▸ Description of the task: Every line of the entries below that includes "Cardinal" belongs in the answer, copied as written.

_____

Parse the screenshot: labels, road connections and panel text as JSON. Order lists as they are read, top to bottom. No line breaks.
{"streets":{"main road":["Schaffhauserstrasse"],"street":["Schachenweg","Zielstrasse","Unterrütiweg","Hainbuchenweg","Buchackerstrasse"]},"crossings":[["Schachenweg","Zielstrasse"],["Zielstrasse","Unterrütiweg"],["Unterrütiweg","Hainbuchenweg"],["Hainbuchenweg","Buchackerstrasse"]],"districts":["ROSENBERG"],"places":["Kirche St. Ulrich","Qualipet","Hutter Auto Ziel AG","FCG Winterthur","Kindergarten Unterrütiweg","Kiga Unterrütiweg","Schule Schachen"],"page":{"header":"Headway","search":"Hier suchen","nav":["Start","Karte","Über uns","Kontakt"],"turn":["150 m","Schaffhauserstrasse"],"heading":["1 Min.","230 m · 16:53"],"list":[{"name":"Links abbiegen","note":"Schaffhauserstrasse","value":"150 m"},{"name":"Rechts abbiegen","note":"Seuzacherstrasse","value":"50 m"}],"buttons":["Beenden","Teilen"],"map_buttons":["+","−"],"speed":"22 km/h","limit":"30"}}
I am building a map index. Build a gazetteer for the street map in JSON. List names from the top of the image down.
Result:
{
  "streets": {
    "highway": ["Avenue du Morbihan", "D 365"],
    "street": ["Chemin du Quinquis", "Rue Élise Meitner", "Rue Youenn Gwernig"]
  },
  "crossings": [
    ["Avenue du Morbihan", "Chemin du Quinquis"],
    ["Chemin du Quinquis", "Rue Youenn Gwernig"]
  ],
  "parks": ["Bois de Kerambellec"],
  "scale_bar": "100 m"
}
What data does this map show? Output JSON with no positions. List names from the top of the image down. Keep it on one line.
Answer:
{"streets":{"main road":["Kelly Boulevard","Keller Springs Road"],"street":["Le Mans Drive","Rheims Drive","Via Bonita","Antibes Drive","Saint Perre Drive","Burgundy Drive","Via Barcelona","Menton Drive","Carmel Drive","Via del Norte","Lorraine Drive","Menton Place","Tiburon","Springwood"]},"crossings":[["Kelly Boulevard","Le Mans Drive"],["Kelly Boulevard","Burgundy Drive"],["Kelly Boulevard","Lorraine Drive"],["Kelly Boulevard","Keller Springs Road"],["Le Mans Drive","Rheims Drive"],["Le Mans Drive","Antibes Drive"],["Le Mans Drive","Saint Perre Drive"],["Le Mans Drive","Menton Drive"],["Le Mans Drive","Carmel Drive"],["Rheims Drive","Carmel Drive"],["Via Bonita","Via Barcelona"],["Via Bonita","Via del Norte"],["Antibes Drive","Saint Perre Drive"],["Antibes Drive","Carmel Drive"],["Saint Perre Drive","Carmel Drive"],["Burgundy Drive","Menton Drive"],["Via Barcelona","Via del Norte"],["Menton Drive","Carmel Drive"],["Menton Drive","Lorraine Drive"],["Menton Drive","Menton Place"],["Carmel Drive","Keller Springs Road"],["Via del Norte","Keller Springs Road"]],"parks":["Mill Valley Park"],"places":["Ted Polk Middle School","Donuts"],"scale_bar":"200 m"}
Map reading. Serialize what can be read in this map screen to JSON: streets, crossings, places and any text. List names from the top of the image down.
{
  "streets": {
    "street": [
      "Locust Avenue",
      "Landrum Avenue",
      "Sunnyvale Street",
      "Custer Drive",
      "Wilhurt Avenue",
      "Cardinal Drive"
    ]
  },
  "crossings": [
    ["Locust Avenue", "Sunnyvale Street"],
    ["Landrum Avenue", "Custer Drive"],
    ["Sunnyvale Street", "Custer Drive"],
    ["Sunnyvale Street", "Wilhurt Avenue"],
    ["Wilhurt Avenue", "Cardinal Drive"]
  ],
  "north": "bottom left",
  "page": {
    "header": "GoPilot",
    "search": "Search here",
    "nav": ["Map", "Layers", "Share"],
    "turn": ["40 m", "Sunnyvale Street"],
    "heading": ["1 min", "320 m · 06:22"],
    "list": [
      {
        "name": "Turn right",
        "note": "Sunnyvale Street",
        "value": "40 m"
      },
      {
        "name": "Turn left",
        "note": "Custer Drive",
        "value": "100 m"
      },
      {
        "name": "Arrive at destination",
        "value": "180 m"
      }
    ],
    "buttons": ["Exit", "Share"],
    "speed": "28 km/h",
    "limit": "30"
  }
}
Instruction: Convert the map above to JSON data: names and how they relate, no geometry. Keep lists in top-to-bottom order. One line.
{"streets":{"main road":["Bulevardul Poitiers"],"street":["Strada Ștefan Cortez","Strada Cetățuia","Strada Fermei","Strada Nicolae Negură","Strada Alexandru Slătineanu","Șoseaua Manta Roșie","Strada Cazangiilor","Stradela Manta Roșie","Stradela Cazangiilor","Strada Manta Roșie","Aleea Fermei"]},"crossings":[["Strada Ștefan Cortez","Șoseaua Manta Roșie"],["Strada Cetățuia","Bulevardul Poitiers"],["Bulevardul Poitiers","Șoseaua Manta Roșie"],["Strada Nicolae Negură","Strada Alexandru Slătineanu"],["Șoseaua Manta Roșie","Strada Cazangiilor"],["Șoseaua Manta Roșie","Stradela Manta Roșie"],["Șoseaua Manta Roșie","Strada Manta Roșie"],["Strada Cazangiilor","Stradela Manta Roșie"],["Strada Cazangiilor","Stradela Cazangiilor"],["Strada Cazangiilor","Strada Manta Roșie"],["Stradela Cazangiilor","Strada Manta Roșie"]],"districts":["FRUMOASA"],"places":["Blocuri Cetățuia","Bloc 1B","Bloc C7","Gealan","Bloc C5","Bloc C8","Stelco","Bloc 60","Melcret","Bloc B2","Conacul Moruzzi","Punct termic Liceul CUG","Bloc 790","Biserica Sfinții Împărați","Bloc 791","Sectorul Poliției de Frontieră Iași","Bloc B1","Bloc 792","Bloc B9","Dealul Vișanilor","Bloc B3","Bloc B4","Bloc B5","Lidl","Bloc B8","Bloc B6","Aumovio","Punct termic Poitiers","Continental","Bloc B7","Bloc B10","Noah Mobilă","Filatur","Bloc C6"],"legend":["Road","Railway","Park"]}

_____

▸ Exercise answer:
      "Cardinal Drive"
    ["Wilhurt Avenue", "Cardinal Drive"]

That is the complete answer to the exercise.